Dataset excerpts:
=== Section Start ===
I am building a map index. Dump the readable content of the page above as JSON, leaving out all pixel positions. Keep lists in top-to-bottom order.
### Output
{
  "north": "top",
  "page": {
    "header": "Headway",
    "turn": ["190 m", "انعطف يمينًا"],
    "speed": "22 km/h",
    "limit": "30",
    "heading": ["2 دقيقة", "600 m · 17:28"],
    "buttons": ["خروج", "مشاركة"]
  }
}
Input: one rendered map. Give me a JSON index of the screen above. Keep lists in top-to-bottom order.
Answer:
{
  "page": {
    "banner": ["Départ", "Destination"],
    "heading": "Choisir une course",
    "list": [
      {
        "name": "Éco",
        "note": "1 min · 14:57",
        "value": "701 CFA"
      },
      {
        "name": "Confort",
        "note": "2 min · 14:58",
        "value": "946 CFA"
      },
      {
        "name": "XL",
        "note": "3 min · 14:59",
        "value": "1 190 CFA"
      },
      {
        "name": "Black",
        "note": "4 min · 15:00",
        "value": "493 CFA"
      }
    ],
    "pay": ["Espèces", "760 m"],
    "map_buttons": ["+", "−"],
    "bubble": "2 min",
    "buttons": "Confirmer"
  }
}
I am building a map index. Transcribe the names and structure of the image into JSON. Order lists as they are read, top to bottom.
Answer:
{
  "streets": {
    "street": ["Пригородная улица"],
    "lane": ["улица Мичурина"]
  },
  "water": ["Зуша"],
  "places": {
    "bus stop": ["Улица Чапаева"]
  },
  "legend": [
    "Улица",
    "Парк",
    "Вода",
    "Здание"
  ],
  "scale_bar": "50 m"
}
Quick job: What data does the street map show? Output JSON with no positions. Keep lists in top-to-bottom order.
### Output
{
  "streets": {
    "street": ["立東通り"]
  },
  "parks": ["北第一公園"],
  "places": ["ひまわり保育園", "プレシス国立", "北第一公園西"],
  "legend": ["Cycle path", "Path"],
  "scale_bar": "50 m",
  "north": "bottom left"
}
=== Section End ===
■ **WHAT YOU HAVE TO DO**:
Copy out all of the records, keeping every line identical.

■ **EXERCISE RESPONSE**:
I am building a map index. Dump the readable content of the page above as JSON, leaving out all pixel positions. Keep lists in top-to-bottom order.
### Output
{
  "north": "top",
  "page": {
    "header": "Headway",
    "turn": ["190 m", "انعطف يمينًا"],
    "speed": "22 km/h",
    "limit": "30",
    "heading": ["2 دقيقة", "600 m · 17:28"],
    "buttons": ["خروج", "مشاركة"]
  }
}
Input: one rendered map. Give me a JSON index of the screen above. Keep lists in top-to-bottom order.
Answer:
{
  "page": {
    "banner": ["Départ", "Destination"],
    "heading": "Choisir une course",
    "list": [
      {
        "name": "Éco",
        "note": "1 min · 14:57",
        "value": "701 CFA"
      },
      {
        "name": "Confort",
        "note": "2 min · 14:58",
        "value": "946 CFA"
      },
      {
        "name": "XL",
        "note": "3 min · 14:59",
        "value": "1 190 CFA"
      },
      {
        "name": "Black",
        "note": "4 min · 15:00",
        "value": "493 CFA"
      }
    ],
    "pay": ["Espèces", "760 m"],
    "map_buttons": ["+", "−"],
    "bubble": "2 min",
    "buttons": "Confirmer"
  }
}
I am building a map index. Transcribe the names and structure of the image into JSON. Order lists as they are read, top to bottom.
Answer:
{
  "streets": {
    "street": ["Пригородная улица"],
    "lane": ["улица Мичурина"]
  },
  "water": ["Зуша"],
  "places": {
    "bus stop": ["Улица Чапаева"]
  },
  "legend": [
    "Улица",
    "Парк",
    "Вода",
    "Здание"
  ],
  "scale_bar": "50 m"
}
Quick job: What data does the street map show? Output JSON with no positions. Keep lists in top-to-bottom order.
### Output
{
  "streets": {
    "street": ["立東通り"]
  },
  "parks": ["北第一公園"],
  "places": ["ひまわり保育園", "プレシス国立", "北第一公園西"],
  "legend": ["Cycle path", "Path"],
  "scale_bar": "50 m",
  "north": "bottom left"
}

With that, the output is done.